“Hey.”
I looked up at the sound of Ren’s voice. He walked toward me, and I waved slightly. I was still in the same clothes I’d been in the last time he saw me. I was going to have to figure out my cold shower soon, because otherwise, I would start to smell.
He knelt down. “What are you doing on the stairs?”
“Oh.” I really wished it had been anyone else who found me sitting here. I didn’t know Ren yet, and while he’d always been nice, he had once suggested I might have horns. I couldn’t figure out if he liked me or hated me. “Just taking a minute.”
He shook his head, his long, black hair falling around his sculptured face. “You can’t get back up the stairs.”
“I think I might have overestimated my body. I’ve never been wrecked like this before. But I saw that dead child, and I lost my mind. I just went at that chaos demon like I had no tomorrow to worry about. This was the result. I didn’t center, I didn’t go numb. I attacked him with anger. Paying the price.”
Ren narrowed his eyes. “There are dead children out there? Or there were? Daniella’s husbands spent the morning burning the dead.”
That was good. We didn’t want another demon raising them up like zombies. “There were children.” And teddy bears. I sucked back my tears, keeping my face passive. Feeling too much emotion and—worse—showing it was how I ended up with people hating me. The Guards at the other Sisterhood had laughed at my pain.
I’d learned how to be what people needed. And that was why I smiled at Ren. “Having a good day?”

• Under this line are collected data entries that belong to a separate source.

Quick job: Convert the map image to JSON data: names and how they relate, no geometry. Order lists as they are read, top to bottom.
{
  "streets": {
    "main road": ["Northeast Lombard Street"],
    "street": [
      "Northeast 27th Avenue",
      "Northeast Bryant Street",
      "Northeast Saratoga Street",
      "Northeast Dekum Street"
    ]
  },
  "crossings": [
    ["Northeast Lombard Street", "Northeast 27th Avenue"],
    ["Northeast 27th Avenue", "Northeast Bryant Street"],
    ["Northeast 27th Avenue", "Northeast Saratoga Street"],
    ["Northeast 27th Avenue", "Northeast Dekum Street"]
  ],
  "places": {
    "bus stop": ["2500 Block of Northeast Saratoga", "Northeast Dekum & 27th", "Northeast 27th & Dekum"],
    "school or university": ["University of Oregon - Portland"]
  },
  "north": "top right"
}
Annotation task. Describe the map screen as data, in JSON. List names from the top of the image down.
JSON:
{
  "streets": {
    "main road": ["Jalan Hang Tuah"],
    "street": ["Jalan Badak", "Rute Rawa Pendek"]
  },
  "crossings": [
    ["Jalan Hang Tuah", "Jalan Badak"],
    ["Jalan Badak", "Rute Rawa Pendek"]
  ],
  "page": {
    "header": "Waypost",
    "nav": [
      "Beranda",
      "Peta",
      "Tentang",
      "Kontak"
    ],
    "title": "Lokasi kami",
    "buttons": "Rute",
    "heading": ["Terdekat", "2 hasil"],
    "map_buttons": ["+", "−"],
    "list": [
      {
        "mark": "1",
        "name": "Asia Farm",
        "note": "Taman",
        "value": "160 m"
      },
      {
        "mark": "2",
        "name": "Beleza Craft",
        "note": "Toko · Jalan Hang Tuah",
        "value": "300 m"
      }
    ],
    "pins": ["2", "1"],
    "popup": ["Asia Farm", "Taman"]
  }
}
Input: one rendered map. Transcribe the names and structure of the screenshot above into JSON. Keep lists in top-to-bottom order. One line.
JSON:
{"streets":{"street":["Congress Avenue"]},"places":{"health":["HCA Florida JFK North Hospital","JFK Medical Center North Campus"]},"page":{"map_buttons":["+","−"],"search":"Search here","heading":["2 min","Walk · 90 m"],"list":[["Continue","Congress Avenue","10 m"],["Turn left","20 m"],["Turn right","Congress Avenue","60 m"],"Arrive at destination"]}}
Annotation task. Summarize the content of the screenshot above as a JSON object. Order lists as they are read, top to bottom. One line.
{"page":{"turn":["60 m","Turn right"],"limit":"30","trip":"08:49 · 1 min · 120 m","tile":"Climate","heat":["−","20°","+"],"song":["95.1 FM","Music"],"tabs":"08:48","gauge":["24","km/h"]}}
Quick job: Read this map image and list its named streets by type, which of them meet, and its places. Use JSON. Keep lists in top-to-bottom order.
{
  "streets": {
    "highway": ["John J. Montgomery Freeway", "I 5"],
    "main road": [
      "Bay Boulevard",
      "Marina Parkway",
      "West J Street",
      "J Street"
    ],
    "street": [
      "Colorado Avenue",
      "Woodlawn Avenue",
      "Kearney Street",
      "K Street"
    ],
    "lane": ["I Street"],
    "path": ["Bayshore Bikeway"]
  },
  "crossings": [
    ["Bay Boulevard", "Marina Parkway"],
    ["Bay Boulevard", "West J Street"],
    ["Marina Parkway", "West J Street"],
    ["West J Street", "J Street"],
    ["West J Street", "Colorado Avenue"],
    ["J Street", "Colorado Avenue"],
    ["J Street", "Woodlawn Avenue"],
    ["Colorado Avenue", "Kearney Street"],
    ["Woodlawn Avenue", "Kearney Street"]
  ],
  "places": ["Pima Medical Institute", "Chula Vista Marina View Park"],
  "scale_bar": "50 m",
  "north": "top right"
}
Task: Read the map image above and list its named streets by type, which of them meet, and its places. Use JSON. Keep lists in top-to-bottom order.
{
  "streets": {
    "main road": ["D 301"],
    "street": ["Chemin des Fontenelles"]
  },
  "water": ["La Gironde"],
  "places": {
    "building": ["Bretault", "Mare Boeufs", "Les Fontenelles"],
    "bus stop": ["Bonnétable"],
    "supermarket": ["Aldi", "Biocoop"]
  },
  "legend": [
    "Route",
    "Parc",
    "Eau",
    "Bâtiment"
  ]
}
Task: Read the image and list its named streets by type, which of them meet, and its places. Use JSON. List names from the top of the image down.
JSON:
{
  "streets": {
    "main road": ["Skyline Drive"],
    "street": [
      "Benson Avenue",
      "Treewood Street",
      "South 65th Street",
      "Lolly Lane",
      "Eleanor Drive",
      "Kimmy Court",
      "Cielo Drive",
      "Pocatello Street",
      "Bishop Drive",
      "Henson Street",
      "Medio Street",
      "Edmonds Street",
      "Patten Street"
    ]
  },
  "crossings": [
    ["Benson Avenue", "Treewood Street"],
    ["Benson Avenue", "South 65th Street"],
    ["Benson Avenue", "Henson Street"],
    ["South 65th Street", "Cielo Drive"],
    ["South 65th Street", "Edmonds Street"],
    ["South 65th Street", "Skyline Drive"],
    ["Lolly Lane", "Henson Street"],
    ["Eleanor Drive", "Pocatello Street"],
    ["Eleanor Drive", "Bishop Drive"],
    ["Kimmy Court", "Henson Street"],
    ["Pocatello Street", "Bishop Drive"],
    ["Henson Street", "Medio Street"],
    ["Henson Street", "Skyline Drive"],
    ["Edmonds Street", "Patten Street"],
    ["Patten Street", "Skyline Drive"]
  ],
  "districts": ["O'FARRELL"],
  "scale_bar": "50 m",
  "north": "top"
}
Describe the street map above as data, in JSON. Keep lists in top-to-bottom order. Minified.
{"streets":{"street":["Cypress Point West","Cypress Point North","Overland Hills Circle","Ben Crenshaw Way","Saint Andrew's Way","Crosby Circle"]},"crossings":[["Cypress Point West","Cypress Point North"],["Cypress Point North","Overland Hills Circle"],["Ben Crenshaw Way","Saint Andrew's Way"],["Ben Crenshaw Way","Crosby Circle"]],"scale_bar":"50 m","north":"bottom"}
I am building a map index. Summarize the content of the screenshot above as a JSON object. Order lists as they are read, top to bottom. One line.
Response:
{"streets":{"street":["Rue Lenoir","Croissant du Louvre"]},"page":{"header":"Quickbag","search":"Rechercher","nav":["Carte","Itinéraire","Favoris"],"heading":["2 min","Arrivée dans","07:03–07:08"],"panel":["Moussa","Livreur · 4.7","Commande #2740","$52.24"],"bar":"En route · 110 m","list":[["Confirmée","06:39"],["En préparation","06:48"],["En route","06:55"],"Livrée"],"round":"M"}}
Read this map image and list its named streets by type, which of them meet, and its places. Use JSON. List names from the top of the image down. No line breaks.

He seemed to ignore my question. Instead, he lifted me in the air, spinning me mid way, until he carried me up against his chest. “I’ll take you back upstairs. Why didn’t you ask for help?”
That was a complicated answer. Who should I have asked? Anne and Daniella would have helped me, for sure. But they had children to take care of and business of their own. Which one of their husbands should I bother? Krystal was shut back in her room. “I didn’t have anyone to ask.”
“The missing Guards.” He shook his head. “I’m beginning to see why you’re not supposed to fight without them.” Ren opened my door with one hand and gently set me on the bed. “Here you go. Rest for a bit. What do you need?”
I rolled over, placing my face in my pillow. “Hot water. I need hot water. A bath. That’s the only thing my body wants right now.”
I knew it was terribly unfair. We were weeks away from hot water, if that. Ren was one of the plumbers. I wanted to impress upon him just how much I was looking forward to the day he got the hot water working.
He knelt down next to the bed, placing his hand on top of my head. “I’m going to get you hot water, beautiful. I promise.”
I rolled over to look at him. “I never said I was sorry to hear your parents are gone, Ren. When you were all telling your stories that day, I never responded. I am sorry. I never knew mine, but I imagine knowing them and losing them must be horrific.”
“You’re a strange duck, Mika.”
I didn’t understand. “Duck?”
“It’s affectionate from me. Not an insult. I like ducks. They’re strong. They always know how to come home. Just when I think I understand you, then I don’t. Strange duck.”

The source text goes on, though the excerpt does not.